Présidentielle 2027 : sept candidats face au Medef pour un premier débat économique
La campagne présidentielle s'ouvre avec le débat du Medef aux Rencontres des entreprises de France. Sept candidats ont présenté leur programme économique devant les patrons, qui les ont sommés de proposer des économies.
La campagne pour l'élection présidentielle de 2027 a officiellement débuté jeudi 27 août lors du débat organisé par le Medef dans le cadre des Rencontres des entreprises de France (REF). Sept candidats déclarés ont été invités à confronter leurs programmes économiques devant un parterre de chefs d'entreprise : Jean-Luc Mélenchon, Gabriel Attal, Marine Tondelier, Bruno Retailleau, Raphaël Glucksmann, Édouard Philippe et Marine Le Pen. Ce premier exercice collectif marque l'entrée dans une séquence électorale qui s'annonce dense, avec des propositions économiques placées au cœur des échanges.
Les patrons, réunis pour l'occasion, ont mis la pression sur les prétendants à l'Élysée en les sommant de présenter des mesures concrètes de réduction des dépenses publiques. Le Medef attend des candidats qu'ils clarifient leur vision de la compétitivité des entreprises françaises, de la fiscalité et du financement de la protection sociale. Les échanges ont porté sur des sujets structurants pour le monde économique, chaque participant tentant de se démarquer sur des lignes souvent opposées, de la relance par l'investissement public à la baisse des charges en passant par la réforme de l'État.
Édouard Philippe, ancien Premier ministre et figure centrale de cette séquence, a défendu une ligne de rigueur budgétaire et de soutien à l'activité économique. Sa présence à ce débat confirme son ambition présidentielle et sa volonté de s'imposer comme un candidat crédible sur les questions économiques. L'ancien maire du Havre, qui bénéficie d'une audience particulière auprès des milieux d'affaires, a insisté sur la nécessité de rétablir les comptes publics tout en maintenant un cap favorable à l'investissement et à l'emploi.
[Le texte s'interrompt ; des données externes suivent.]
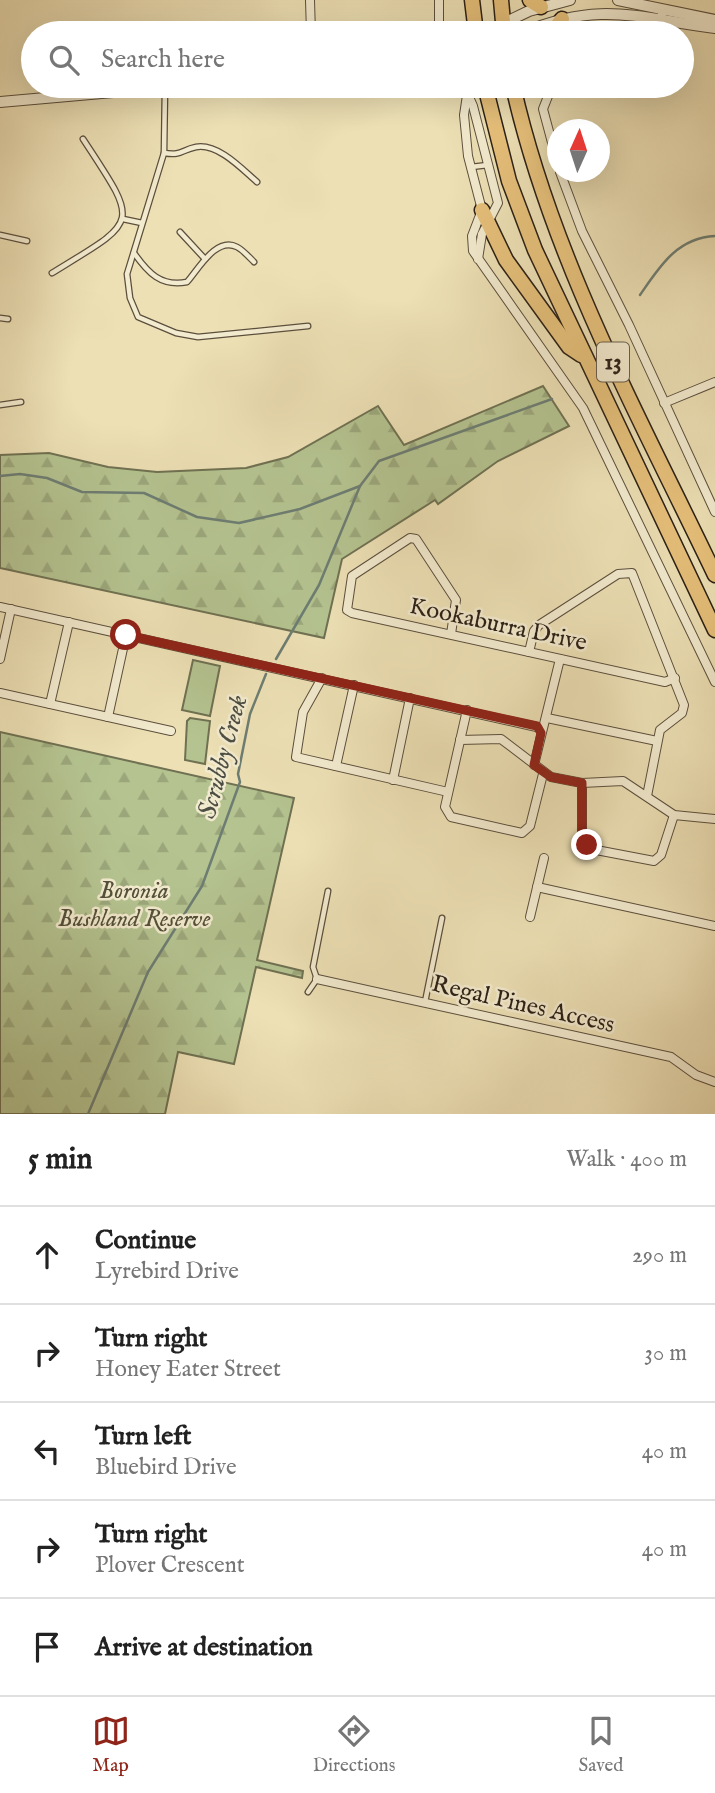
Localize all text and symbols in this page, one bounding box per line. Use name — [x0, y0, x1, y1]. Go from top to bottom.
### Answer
search box — [21, 21, 694, 98]
icon: search — [45, 41, 83, 79]
text: Search here — [101, 43, 225, 76]
north arrow — [547, 119, 610, 182]
road number: 13 — [597, 342, 629, 382]
street label: Kookaburra Drive — [406, 591, 590, 659]
route start — [110, 619, 141, 650]
water label: Scrubby Creek — [191, 691, 255, 822]
route end — [571, 829, 602, 860]
park label: Boronia Bushland Reserve — [58, 876, 210, 935]
street label: Regal Pines Access — [428, 969, 618, 1041]
text: 5 min — [28, 1141, 93, 1179]
text: Walk · 400 m — [566, 1145, 687, 1174]
text: Continue — [95, 1224, 196, 1257]
icon: ahead — [28, 1236, 66, 1274]
text: 290 m — [632, 1241, 687, 1270]
text: Lyrebird Drive — [95, 1257, 239, 1286]
text: Turn right — [95, 1322, 208, 1355]
icon: right — [28, 1334, 66, 1372]
text: 30 m — [644, 1339, 687, 1368]
text: Honey Eater Street — [95, 1355, 281, 1384]
text: Turn left — [95, 1420, 192, 1453]
icon: left — [28, 1432, 66, 1470]
text: 40 m — [642, 1437, 687, 1466]
text: Bluebird Drive — [95, 1453, 237, 1482]
text: Turn right — [95, 1518, 208, 1551]
icon: right — [28, 1530, 66, 1568]
text: 40 m — [642, 1535, 687, 1564]
text: Plover Crescent — [95, 1551, 245, 1580]
icon: arrive — [28, 1628, 66, 1666]
text: Arrive at destination — [95, 1631, 313, 1664]
tab: Map — [92, 1712, 130, 1778]
tab: Directions — [313, 1712, 395, 1778]
tab: Saved — [578, 1712, 623, 1778]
Marine Le Pen, candidate du Rassemblement national, a de son côté été confrontée aux réserves du patronat. Selon des observateurs présents lors des échanges, la cheffe de file du RN « voit l'économie à travers l'électeur d'Hénin-Beaumont », une formule qui traduit les inquiétudes des chefs d'entreprise quant à la cohérence de son programme économique. Les représentants du Medef ont exprimé leurs doutes sur la faisabilité de certaines mesures proposées, notamment en matière de fiscalité et de protection sociale, tout en reconnaissant la nécessité de répondre aux préoccupations des classes populaires et moyennes.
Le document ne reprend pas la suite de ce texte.